1854-1921. Dutch Reformed Theologian and Churchman. Professor at Free University in Amsterdam.
The cosmological argument attempts to deduce the existence of a cause from the demonstrable existence of an effect. This argument has some validity but fails to tell us anything about the character and nature of the cosmic cause. All we have is a self-existent, first, and absolute World-cause. The teleological argument, proceeding from the world’s order and beauty, takes us one step further to an intelligent cause that must be conscious. However, we still do not know whether this means one intelligent Being or several working in harmony. We are still not nearly at a knowledge of the God of Scripture.
The ontological argument, in its various forms, attempts to infer existence from thought. Our common sense recognizes that this argument is not true when it comes to creatures. Nonexistent beings can be conceived. With God matters are slightly different. Though we cannot convincingly demonstrate the reality of God from our ideas about God, it is true that whenever we do think about God we necessarily think of God existing. The benefit of this argument is that human beings are confronted with the choice of either trusting this necessary witness of their consciousness or else despairing of their own consciousness.
The moral argument infers the existence of a supreme and sovereign Lawgiver from moral phenomena such as human conscience, fear of death and judgment, repentance, and reward and punishment. While these phenomena are powerful witness to the enduring moral nature of even fallen humanity, they are less than a proof for the existence of a righteous and holy God. The same is true for the argument that proceeds from the universal reality of religion. This fact bears powerful witness to the existence, revelation, and knowability of God but cannot as such disprove the claim that it reflects a universal pathology of the human mind, a passing fancy or delusion. Finally, arguments based on the purposefulness of history presuppose what they claim to demonstrate. History is susceptible to different interpretations that are, in the final analysis, a matter of faith, not proof. The heart rather than the intellect is the final arbiter.

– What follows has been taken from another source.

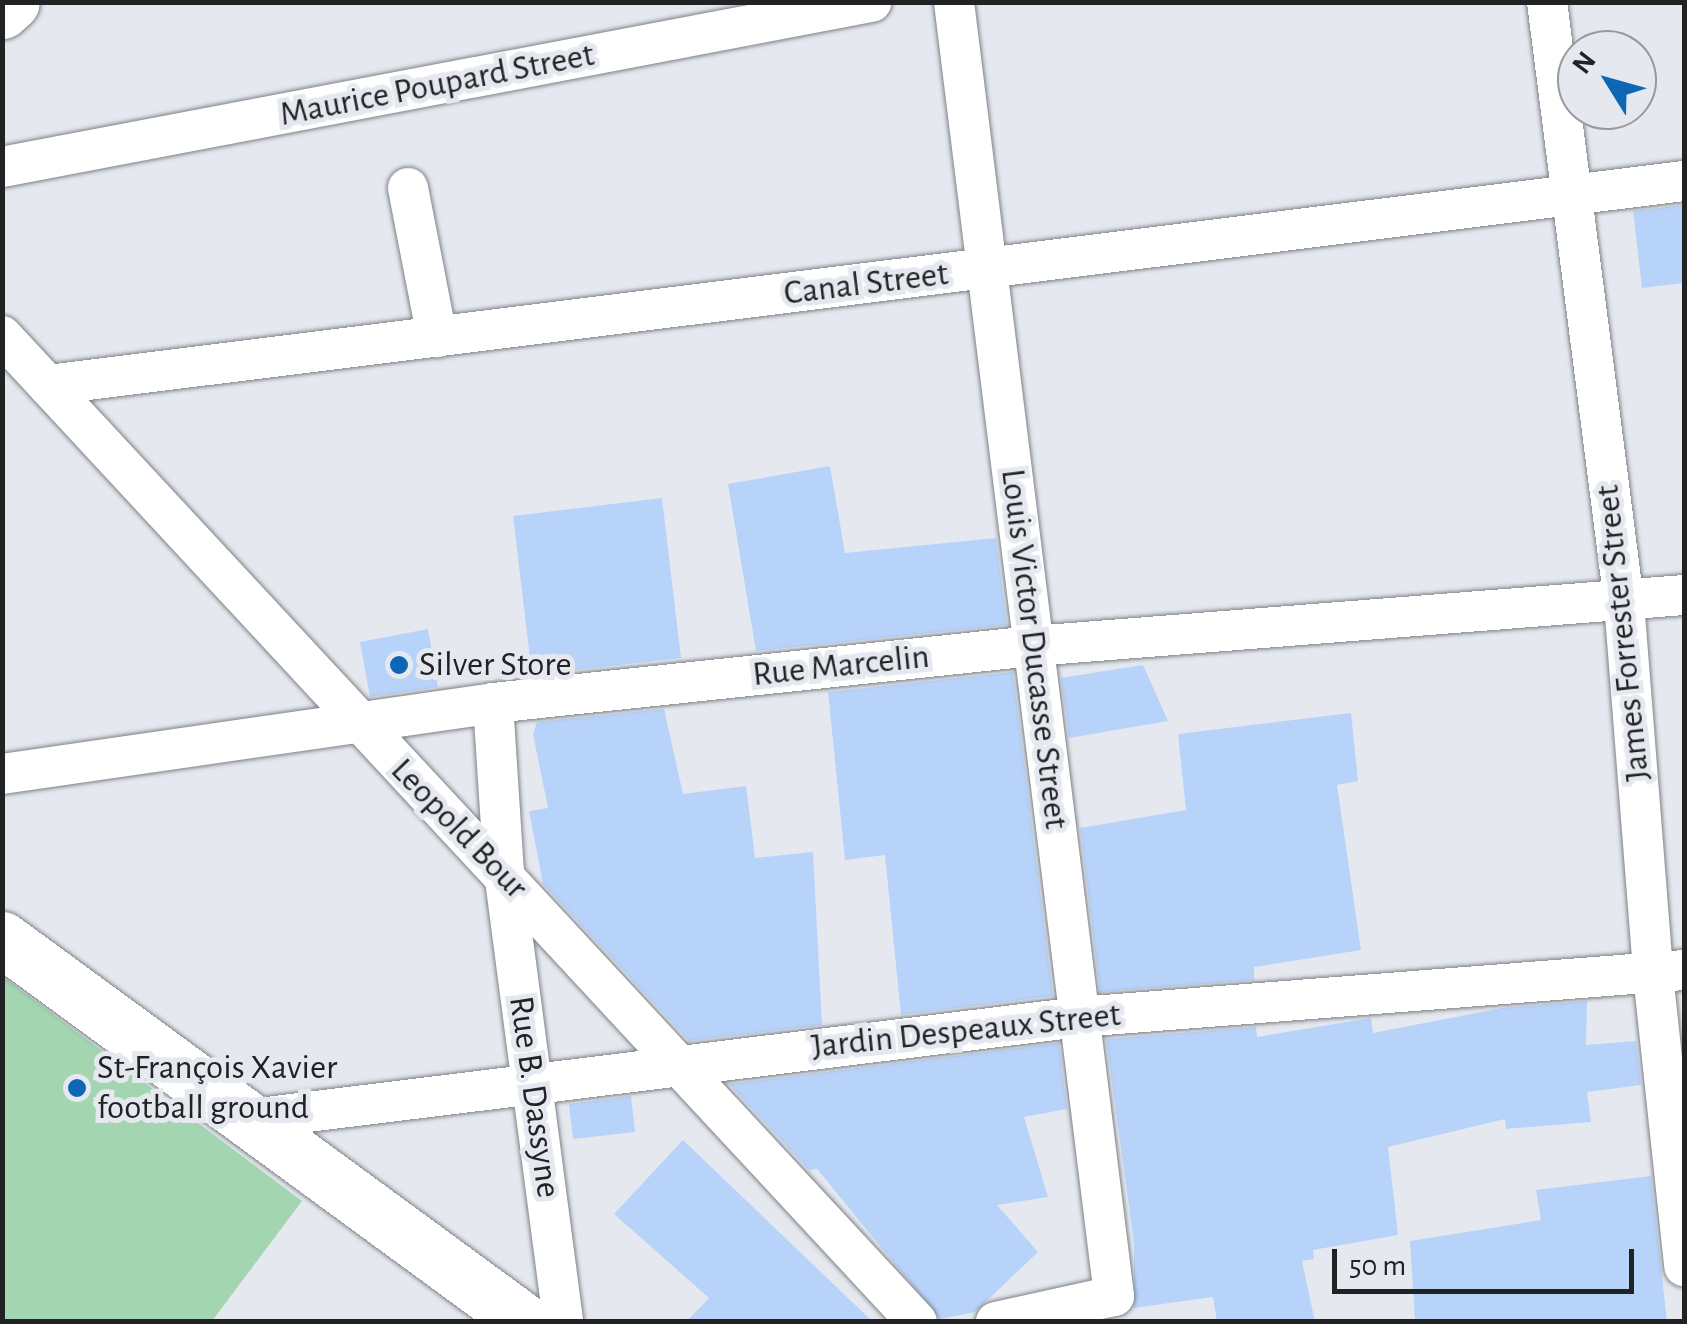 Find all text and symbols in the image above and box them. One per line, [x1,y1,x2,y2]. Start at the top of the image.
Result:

That must also be our judgment concerning these “proofs” in general. Even the term “proofs” is infelicitous. The cosmological, teleological, and moral testimony to God is not a matter of logical, mathematical proof but belongs to the category of moral and religious truth.
The proofs may augment and strengthen our faith, but they do not serve as its grounds. They are, rather, the consequences, the products of faith’s observation of the world. The proofs do not induce faith, and objections against them do not wreck it. They are, instead, testimonies by which God is able to strengthen already-given faith.
~Herman Bavinck~
Reformed Dogmatics Vol. 2: God and Creation John Bolt and John Vriend (Grand Rapids, MI; Baker Academic; 2004) p. 55-56.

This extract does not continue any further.